An Hong studied graphic design at the Central Academy of Arts and Design in Beijing, graduating in 1985. From 1985 to 1994 his modern, highly stylized calligraphy and ink paintings caught the attention of both national and international audiences. From 1992 to 1994 he went to the Lahti Academy of Design in Finland to lecture on Chinese calligraphy, and travelled around Europe.
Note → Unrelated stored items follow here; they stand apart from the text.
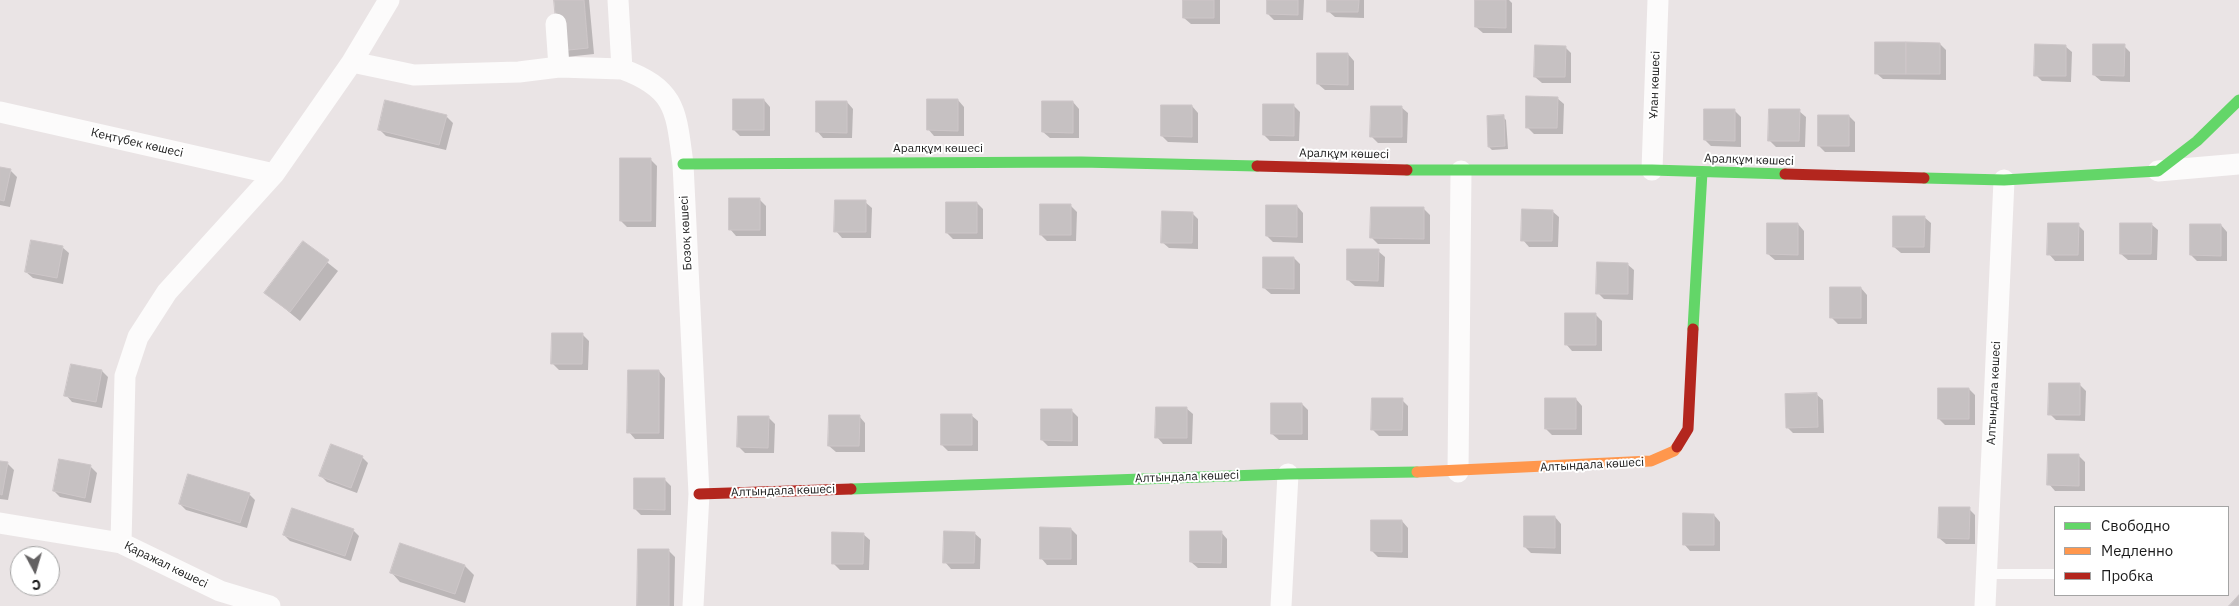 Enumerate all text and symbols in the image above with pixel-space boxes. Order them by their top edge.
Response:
street label: Ұлан көшесі [1647,51,1663,119]
street label: Кеңтүбек көшесі [90,125,184,161]
street label: Аралқұм көшесі [893,142,983,156]
street label: Аралқұм көшесі [1299,146,1389,162]
street label: Аралқұм көшесі [1704,151,1794,169]
street label: Бозоқ көшесі [677,195,695,271]
street label: Алтындала көшесі [1984,341,2004,445]
street label: Алтындала көшесі [1540,455,1644,475]
street label: Алтындала көшесі [1135,468,1239,486]
street label: Алтындала көшесі [731,482,835,500]
legend [2054,506,2229,596]
text: Свободно [2101,516,2170,535]
street label: Қаражал көшесі [122,539,210,591]
text: Медленно [2101,541,2173,560]
north arrow [10,546,60,596]
text: Пробка [2101,566,2153,585]
text: С [31,575,42,594] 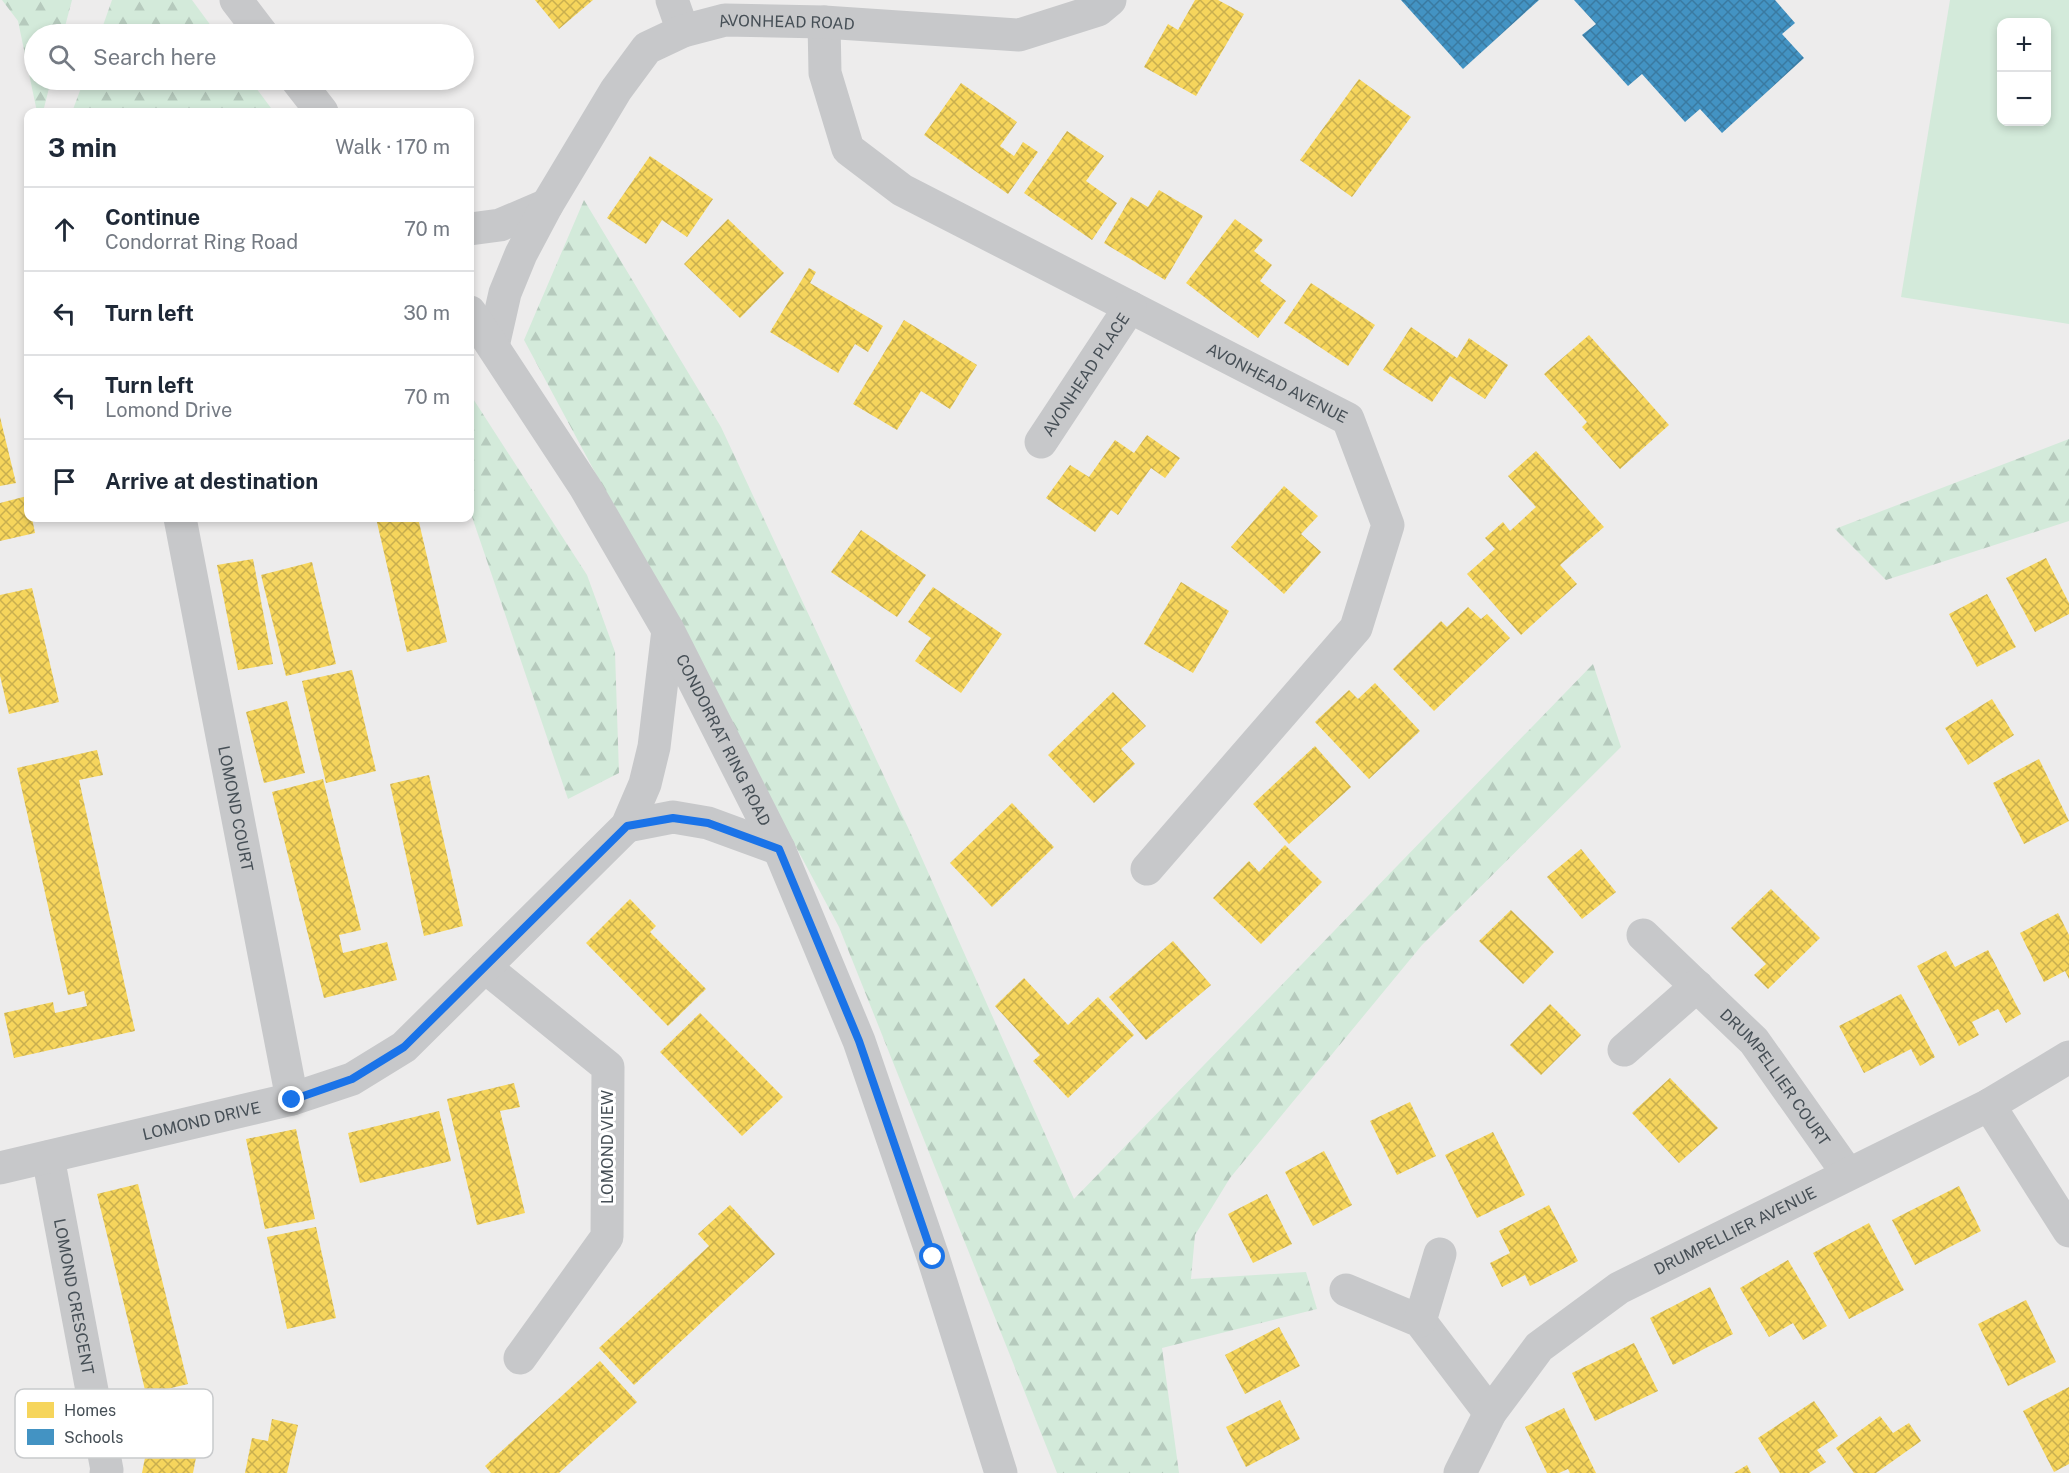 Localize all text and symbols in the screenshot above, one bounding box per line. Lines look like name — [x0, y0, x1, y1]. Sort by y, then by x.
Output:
street label: AVONHEAD ROAD — [716, 10, 855, 34]
map controls — [1997, 18, 2051, 126]
button: + — [1997, 18, 2051, 72]
search box — [24, 24, 474, 90]
icon: search — [45, 41, 78, 74]
text: Search here — [93, 44, 217, 70]
button: − — [1997, 72, 2051, 126]
text: 3 min — [48, 132, 117, 163]
text: Walk · 170 m — [335, 135, 450, 159]
text: Continue — [105, 204, 200, 230]
icon: ahead — [48, 213, 81, 246]
text: 70 m — [404, 217, 450, 241]
text: Condorrat Ring Road — [105, 230, 298, 254]
icon: left — [48, 297, 81, 330]
text: Turn left — [105, 300, 194, 326]
text: 30 m — [403, 301, 450, 325]
street label: AVONHEAD PLACE — [1038, 309, 1134, 440]
street label: AVONHEAD AVENUE — [1203, 339, 1351, 427]
text: Turn left — [105, 372, 194, 398]
icon: left — [48, 381, 81, 414]
text: 70 m — [404, 385, 450, 409]
text: Lomond Drive — [105, 398, 232, 422]
icon: arrive — [48, 465, 81, 498]
text: Arrive at destination — [105, 468, 318, 494]
street label: CONDORRAT RING ROAD — [672, 651, 775, 829]
street label: LOMOND COURT — [214, 744, 257, 874]
street label: DRUMPELLIER COURT — [1716, 1005, 1834, 1150]
route end — [278, 1086, 304, 1112]
street label: LOMOND VIEW — [598, 1090, 617, 1204]
street label: LOMOND DRIVE — [141, 1098, 263, 1144]
street label: DRUMPELLIER AVENUE — [1651, 1183, 1819, 1279]
street label: LOMOND CRESCENT — [50, 1217, 98, 1377]
route start — [919, 1243, 945, 1269]
legend — [15, 1389, 213, 1458]
text: Homes — [64, 1401, 116, 1420]
text: Schools — [64, 1428, 123, 1447]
An Hong’s most indelible mark on the Chinese art scene is to be found in his Buddha performance pieces and photographs, also known as JG2 or Jingang, a reference to a class of indestructible divine warriors who protect the Buddha and his doctrine. In these works, An Hong cloaks his own gold-painted body in an elaborate costume of his own design and construction and takes on the persona of a modern-day living Buddha, often appearing in sexually provocative poses. The series is formed from an eclectic mix of Buddhism, Chinese opera, popular culture and kitsch iconography. An Hong’s ‘living Buddha’ provides cures for modern-day ailments such as stress, AIDS or a lack of love. Messages of this nature are incorporated into his performances or photographic images through actual propaganda signs and absurd humour. During performances he often gives massage therapy or distributes concoctions of Coca-Cola and Chinese medicine to audience volunteers.
An Hong has performed his living Buddha in ‘Fortune Cookies’ at the Institute of Contemporary Art, London, and exhibited his photographs in the 1999 Biennale de Lyon (France) and in ‘Portraits, Figures, Couples and Groups from the Mcaf Foundation’ (BizArt, Shanghai, 2000). He teaches Graphic Design at the Beijing Arts and Design Academy.